ケセランパサラン読書記 ーそして私の日々ー

◆『セパ!』(虹山つるみ)『奏のフォルテ』(黒川裕子)『リマ・トゥジュ・リマ・トゥジュ・トゥジュ』(こまつあやこ)

『セパ!』(虹山つるみ) ポプラ社 

 タイトルの『セパ!』は、セリーグとパリーグの略ではない。
 セパタクローというスポーツを扱っているのは、いいと思う。
 タイからの帰国子女で、セパタクローに詳しく情熱を持っている謎の小学生という、この設定とキャラクターは面白かったが、肝心の主人公のキャラクターや、置かれてる環境が、平易。さらに書き込みが足りないので、場面転換が唐突過ぎる。
 それに結末への持って行き方が、なんとも安易。
 セリフだけで展開する場面も多いのがちょっと気に掛かる。
 
 

 奏のフォルテ』(黒川裕子)講談社 

 書き手は音楽好きなのだろうか。
 参考資料もどっさりで、きっとしっかり勉強をしたのだろう。

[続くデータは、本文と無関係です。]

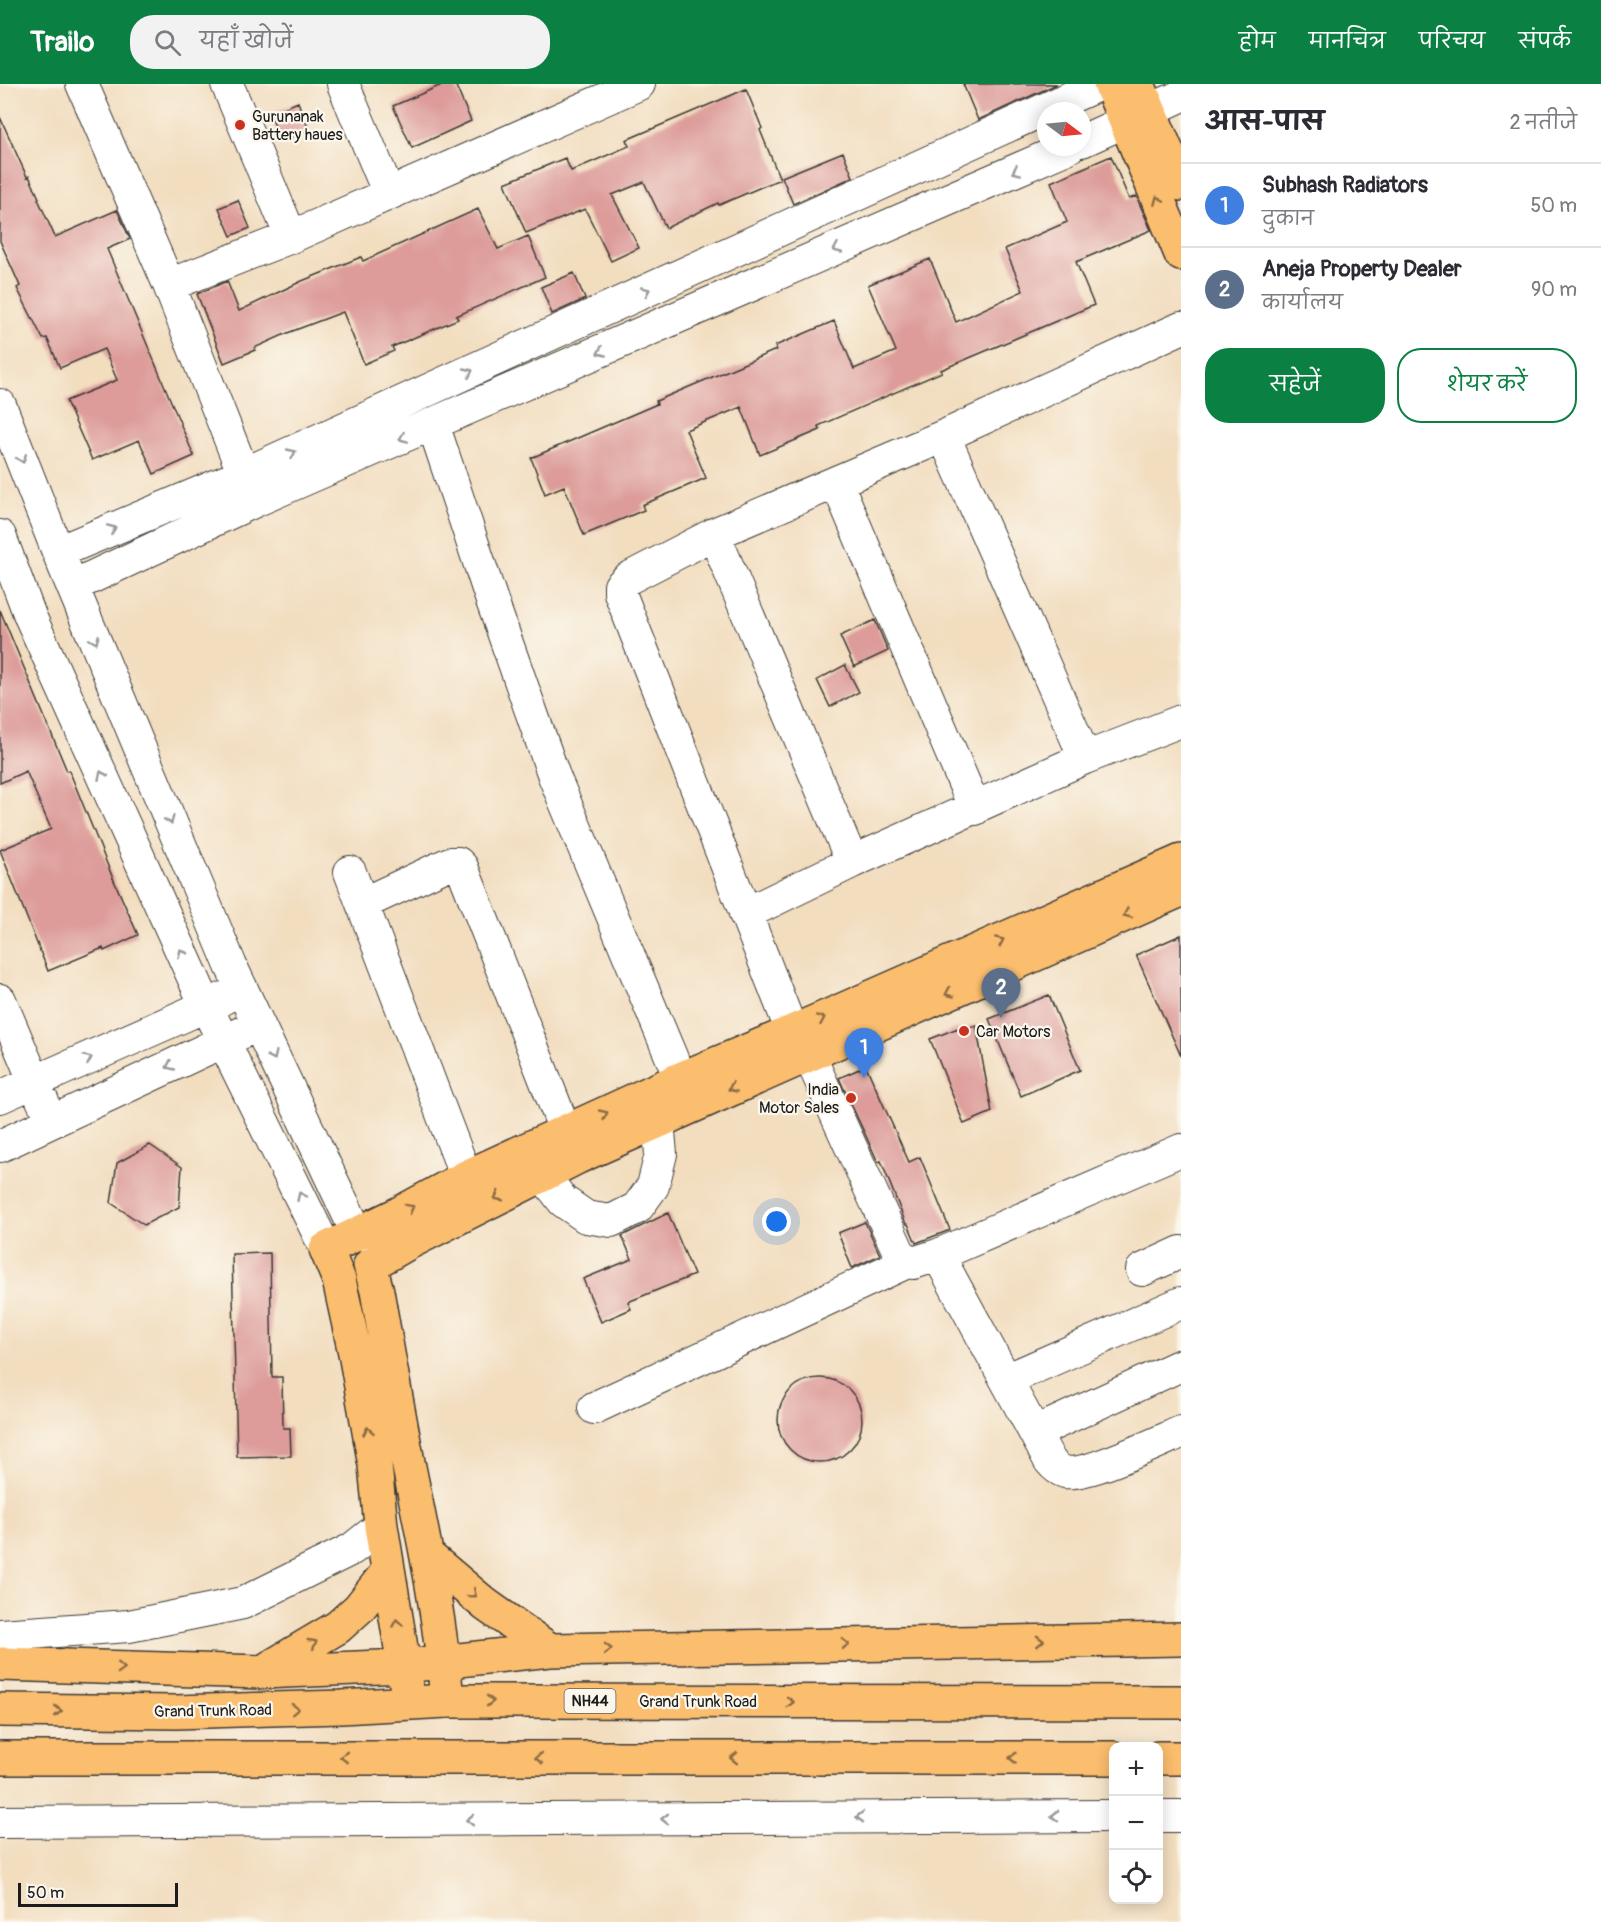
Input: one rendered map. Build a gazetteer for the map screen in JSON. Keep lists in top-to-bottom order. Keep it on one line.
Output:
{"streets":{"main road":["NH44","Grand Trunk Road"]},"places":["Gurunanak Battery haues","Car Motors","India Motor Sales"],"scale_bar":"50 m","north":"right","page":{"header":"Trailo","search":"यहाँ खोजें","nav":["होम","मानचित्र","परिचय","संपर्क"],"heading":["आस-पास","2 नतीजे"],"list":[{"mark":"1","name":"Subhash Radiators","note":"दुकान","value":"50 m"},{"mark":"2","name":"Aneja Property Dealer","note":"कार्यालय","value":"90 m"}],"buttons":["सहेजें","शेयर करें"],"pins":["2","1"],"map_buttons":["+","−"],"scale":"50 m"}}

また協力者として音楽家の名前も挙げられている。
 多分、楽器、演奏などについては、正確に表現されているのだろう。
 しかし中2男子の描写とそのレトリックの手法が、まったく共感できなかった。

 今や、スポーツ、将棋、音楽、あらゆるジャンルで天才10代が出現し、世界と渡り合って闘い好成績、あるいは好結果を記録している時代である。
 とくに今年は、すごかった。
 そういう現状を踏まえると、ホルンやオーボエという楽器の奏者に14歳の天才がいたとしても、なんら不思議でもない。
 
 楽器や、音楽や、奏法や、楽譜の理解への取材だけではなく、この書き手は、14歳の少年、あるいは少女たちをを、生取材したのだろうか。

 こういう作品は、読み終わった時、そこに描かれている世界に憧れたり、興味をもたれてこそ、ナンボ?、というものではないだろうか。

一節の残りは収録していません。